- TASK REQUIREMENTS
Your answer should repeat every line of the records below in which the word "Summarize" appears.

(Stored data)
***

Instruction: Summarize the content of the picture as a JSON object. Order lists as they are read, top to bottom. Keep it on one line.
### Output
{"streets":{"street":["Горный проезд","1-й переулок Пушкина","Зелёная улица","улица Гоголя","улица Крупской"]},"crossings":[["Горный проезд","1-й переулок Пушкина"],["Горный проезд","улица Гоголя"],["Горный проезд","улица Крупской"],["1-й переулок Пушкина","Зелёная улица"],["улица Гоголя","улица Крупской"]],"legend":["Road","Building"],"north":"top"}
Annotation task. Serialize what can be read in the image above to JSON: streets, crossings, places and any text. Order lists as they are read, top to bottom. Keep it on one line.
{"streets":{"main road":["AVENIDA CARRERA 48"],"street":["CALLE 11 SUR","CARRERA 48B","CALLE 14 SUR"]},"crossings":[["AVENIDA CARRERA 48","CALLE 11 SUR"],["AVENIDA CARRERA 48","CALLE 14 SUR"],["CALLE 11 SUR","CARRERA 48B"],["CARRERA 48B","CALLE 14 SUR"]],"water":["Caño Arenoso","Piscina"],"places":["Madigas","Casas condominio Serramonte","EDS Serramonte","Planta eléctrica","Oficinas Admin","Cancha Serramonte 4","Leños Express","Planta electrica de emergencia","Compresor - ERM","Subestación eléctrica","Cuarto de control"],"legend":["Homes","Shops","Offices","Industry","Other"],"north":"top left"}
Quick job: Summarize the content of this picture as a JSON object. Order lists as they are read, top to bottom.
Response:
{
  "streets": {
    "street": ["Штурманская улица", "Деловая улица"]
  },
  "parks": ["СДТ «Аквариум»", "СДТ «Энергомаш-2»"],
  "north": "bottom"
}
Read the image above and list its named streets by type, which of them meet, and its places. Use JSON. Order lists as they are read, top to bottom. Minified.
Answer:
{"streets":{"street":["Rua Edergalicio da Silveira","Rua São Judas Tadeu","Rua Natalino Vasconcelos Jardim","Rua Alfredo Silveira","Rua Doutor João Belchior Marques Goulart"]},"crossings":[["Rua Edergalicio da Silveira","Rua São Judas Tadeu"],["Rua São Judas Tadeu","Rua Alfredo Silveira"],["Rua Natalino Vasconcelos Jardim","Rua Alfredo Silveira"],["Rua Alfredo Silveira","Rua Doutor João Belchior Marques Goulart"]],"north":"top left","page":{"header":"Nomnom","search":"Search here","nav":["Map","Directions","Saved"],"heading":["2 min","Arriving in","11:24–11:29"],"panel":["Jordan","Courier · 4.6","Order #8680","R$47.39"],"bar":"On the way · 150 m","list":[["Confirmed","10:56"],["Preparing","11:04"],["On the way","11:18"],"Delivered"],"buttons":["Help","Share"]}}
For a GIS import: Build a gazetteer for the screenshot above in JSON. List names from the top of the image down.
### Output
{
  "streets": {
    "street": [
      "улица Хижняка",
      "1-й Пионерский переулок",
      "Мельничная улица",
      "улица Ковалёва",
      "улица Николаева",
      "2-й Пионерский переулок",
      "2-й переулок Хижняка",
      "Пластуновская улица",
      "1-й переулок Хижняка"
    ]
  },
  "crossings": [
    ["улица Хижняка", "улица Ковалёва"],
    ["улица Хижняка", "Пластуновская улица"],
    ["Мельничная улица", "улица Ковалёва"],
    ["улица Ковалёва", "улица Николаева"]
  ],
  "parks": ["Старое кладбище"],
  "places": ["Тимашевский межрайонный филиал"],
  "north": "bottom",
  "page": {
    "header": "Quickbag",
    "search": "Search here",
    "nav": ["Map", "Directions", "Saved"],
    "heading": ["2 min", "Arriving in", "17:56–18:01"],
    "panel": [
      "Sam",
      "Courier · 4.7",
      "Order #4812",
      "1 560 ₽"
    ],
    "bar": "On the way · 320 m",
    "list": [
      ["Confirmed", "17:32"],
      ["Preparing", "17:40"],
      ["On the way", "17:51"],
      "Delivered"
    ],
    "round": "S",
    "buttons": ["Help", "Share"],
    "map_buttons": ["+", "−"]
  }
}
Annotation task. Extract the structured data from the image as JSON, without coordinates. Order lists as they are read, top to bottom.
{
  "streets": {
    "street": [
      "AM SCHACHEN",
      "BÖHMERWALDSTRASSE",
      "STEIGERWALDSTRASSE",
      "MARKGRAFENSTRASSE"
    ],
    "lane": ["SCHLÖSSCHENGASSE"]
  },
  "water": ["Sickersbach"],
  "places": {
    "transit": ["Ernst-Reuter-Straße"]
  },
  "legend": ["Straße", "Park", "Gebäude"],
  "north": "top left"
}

***

- RESULT OF THE EXERCISE
Instruction: Summarize the content of the picture as a JSON object. Order lists as they are read, top to bottom. Keep it on one line.
Quick job: Summarize the content of this picture as a JSON object. Order lists as they are read, top to bottom.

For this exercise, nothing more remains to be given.